WHAT THE EXERCISE ASKS: You are asked to copy the entire listing exactly, apart from its pictures.

GIVEN ENTRIES:

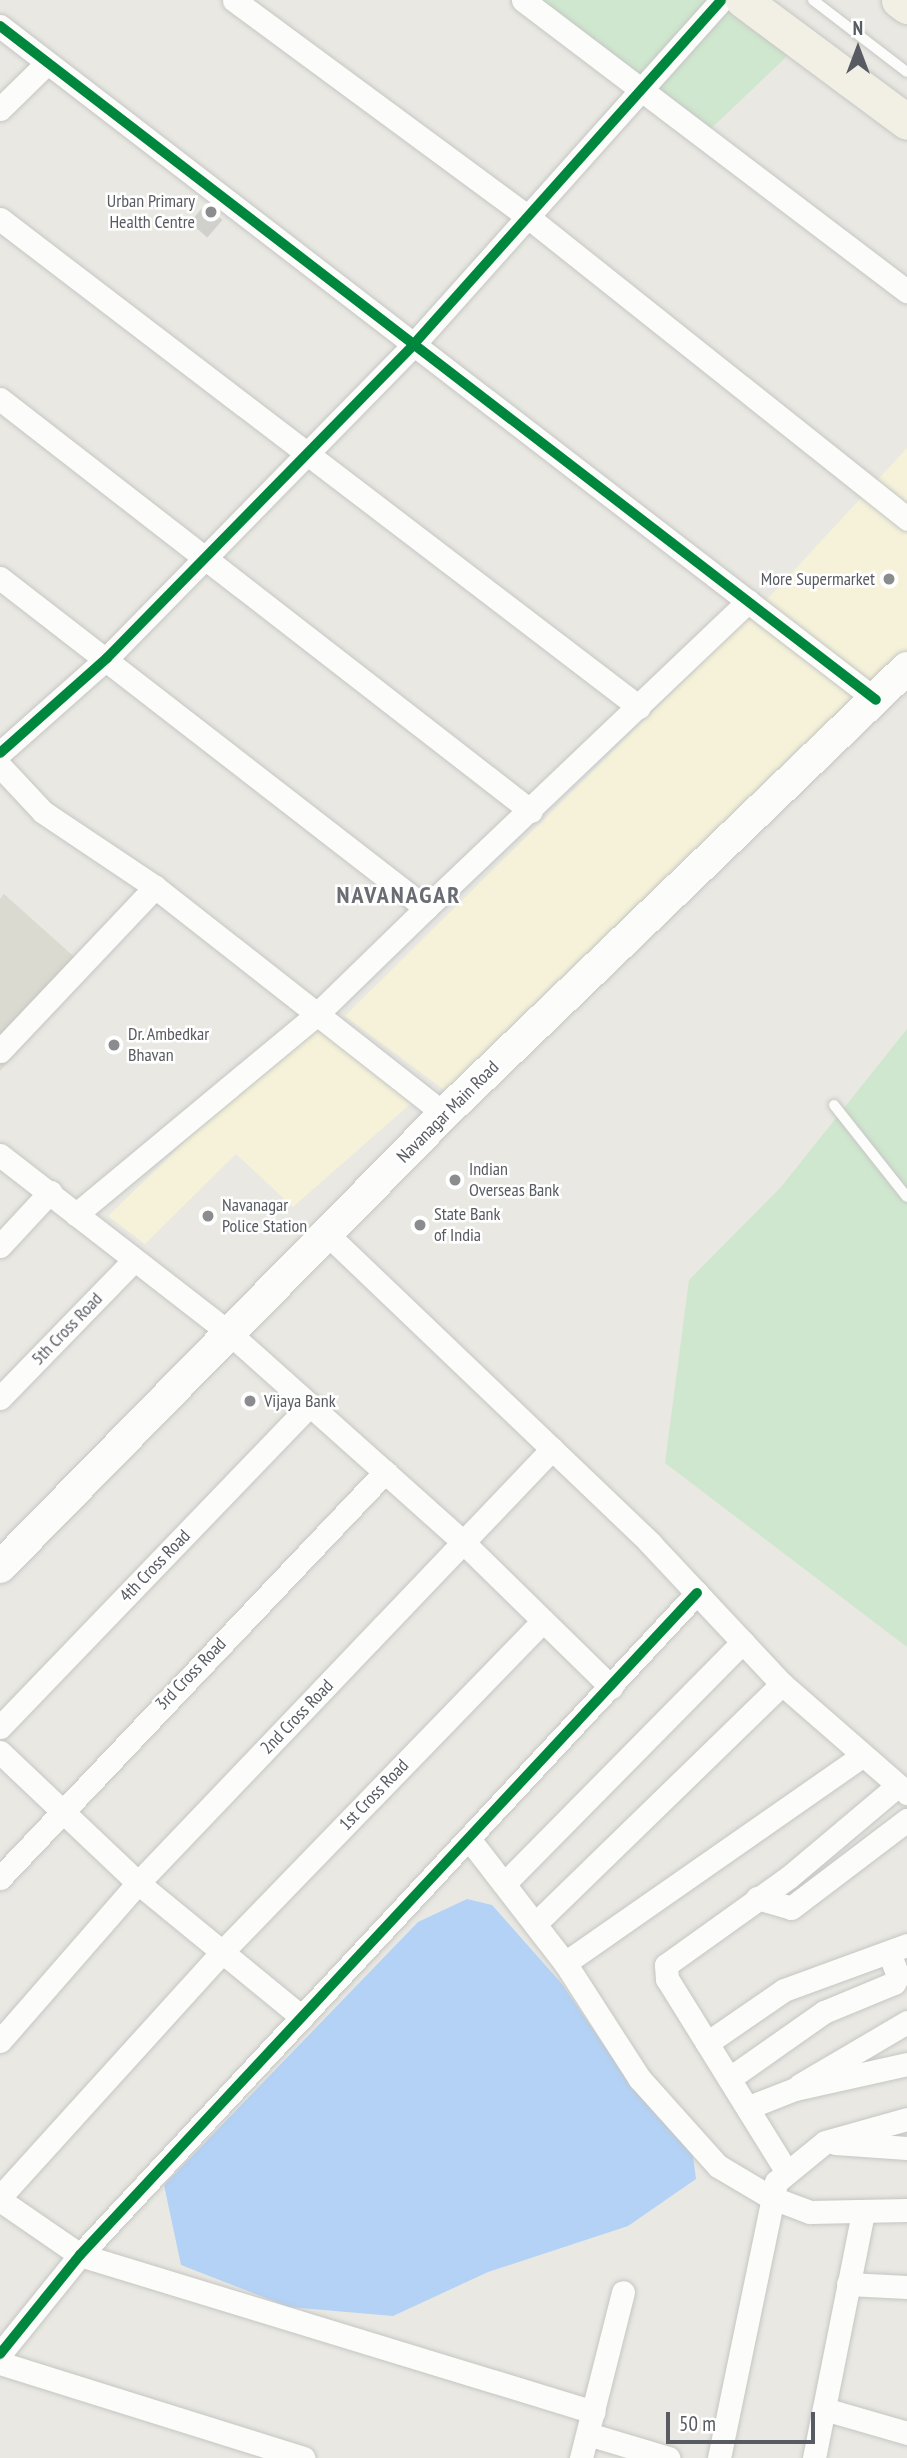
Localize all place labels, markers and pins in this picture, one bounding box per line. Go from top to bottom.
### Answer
place label: Urban Primary Health Centre [107,191,195,234]
marker: Urban Primary Health Centre [201,202,221,222]
place label: More Supermarket [761,568,875,590]
marker: More Supermarket [881,571,897,587]
place label: Dr. Ambedkar Bhavan [128,1024,211,1066]
marker: Dr. Ambedkar Bhavan [106,1037,122,1053]
place label: Indian Overseas Bank [469,1159,559,1202]
marker: Indian Overseas Bank [447,1172,463,1188]
place label: Navanagar Police Station [222,1195,307,1238]
place label: State Bank of India [434,1204,500,1246]
marker: Navanagar Police Station [200,1208,216,1224]
marker: State Bank of India [412,1217,428,1233]
place label: Vijaya Bank [264,1390,336,1412]
marker: Vijaya Bank [242,1393,258,1409]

REPLY:
Localize all place labels, markers and pins in this picture, one bounding box per line. Go from top to bottom.
### Answer
place label: Urban Primary Health Centre [107,191,195,234]
marker: Urban Primary Health Centre [201,202,221,222]
place label: More Supermarket [761,568,875,590]
marker: More Supermarket [881,571,897,587]
place label: Dr. Ambedkar Bhavan [128,1024,211,1066]
marker: Dr. Ambedkar Bhavan [106,1037,122,1053]
place label: Indian Overseas Bank [469,1159,559,1202]
marker: Indian Overseas Bank [447,1172,463,1188]
place label: Navanagar Police Station [222,1195,307,1238]
place label: State Bank of India [434,1204,500,1246]
marker: Navanagar Police Station [200,1208,216,1224]
marker: State Bank of India [412,1217,428,1233]
place label: Vijaya Bank [264,1390,336,1412]
marker: Vijaya Bank [242,1393,258,1409]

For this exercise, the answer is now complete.